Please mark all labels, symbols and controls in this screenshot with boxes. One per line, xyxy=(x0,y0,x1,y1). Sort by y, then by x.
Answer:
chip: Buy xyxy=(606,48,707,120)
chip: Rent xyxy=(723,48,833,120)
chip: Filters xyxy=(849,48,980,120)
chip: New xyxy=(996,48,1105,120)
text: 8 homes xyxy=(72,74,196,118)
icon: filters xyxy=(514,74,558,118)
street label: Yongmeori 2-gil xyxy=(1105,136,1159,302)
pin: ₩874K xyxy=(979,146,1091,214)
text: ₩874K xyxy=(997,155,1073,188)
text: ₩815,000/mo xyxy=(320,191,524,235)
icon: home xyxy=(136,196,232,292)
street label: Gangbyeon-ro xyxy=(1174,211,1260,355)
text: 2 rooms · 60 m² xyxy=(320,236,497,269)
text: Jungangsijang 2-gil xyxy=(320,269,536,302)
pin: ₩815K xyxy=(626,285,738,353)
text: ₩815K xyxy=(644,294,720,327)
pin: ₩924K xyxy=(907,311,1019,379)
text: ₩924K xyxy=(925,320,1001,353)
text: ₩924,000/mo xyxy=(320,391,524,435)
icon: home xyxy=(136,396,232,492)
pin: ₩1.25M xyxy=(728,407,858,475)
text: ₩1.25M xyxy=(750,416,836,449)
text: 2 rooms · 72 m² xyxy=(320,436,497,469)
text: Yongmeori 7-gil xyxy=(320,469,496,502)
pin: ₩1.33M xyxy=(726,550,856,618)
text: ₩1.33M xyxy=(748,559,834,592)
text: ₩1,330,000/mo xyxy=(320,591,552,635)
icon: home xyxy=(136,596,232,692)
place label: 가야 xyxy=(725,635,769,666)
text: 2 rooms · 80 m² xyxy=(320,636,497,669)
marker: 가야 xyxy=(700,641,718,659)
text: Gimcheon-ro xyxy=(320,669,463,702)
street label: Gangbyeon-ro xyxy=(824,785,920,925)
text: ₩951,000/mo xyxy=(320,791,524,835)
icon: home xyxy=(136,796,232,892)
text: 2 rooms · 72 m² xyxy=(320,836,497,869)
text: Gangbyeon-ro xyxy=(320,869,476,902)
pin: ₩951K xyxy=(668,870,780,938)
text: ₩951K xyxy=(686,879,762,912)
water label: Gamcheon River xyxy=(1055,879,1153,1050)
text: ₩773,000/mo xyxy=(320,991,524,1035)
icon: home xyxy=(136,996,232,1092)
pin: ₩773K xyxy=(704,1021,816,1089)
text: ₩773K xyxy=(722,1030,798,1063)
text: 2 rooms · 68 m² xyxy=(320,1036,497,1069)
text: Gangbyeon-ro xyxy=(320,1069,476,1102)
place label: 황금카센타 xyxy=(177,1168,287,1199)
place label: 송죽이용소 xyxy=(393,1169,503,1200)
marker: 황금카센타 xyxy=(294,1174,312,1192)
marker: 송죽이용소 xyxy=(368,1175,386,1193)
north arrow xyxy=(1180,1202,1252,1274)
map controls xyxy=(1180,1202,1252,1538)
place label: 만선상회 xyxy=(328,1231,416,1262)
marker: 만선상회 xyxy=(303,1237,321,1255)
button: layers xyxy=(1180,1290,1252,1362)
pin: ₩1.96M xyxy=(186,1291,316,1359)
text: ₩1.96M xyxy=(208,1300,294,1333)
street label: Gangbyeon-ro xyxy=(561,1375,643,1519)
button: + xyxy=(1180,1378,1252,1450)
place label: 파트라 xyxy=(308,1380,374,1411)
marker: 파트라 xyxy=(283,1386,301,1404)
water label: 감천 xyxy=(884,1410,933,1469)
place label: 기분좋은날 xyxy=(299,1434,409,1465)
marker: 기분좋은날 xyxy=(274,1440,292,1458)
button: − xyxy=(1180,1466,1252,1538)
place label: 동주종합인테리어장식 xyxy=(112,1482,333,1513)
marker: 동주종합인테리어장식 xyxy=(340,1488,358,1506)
§
> **WORK TO COMPLETE**
Read through the lines above and collect those that contain the string "동주종합인테리어장식".

> **YOUR SOLUTION**
place label: 동주종합인테리어장식 xyxy=(112,1482,333,1513)
marker: 동주종합인테리어장식 xyxy=(340,1488,358,1506)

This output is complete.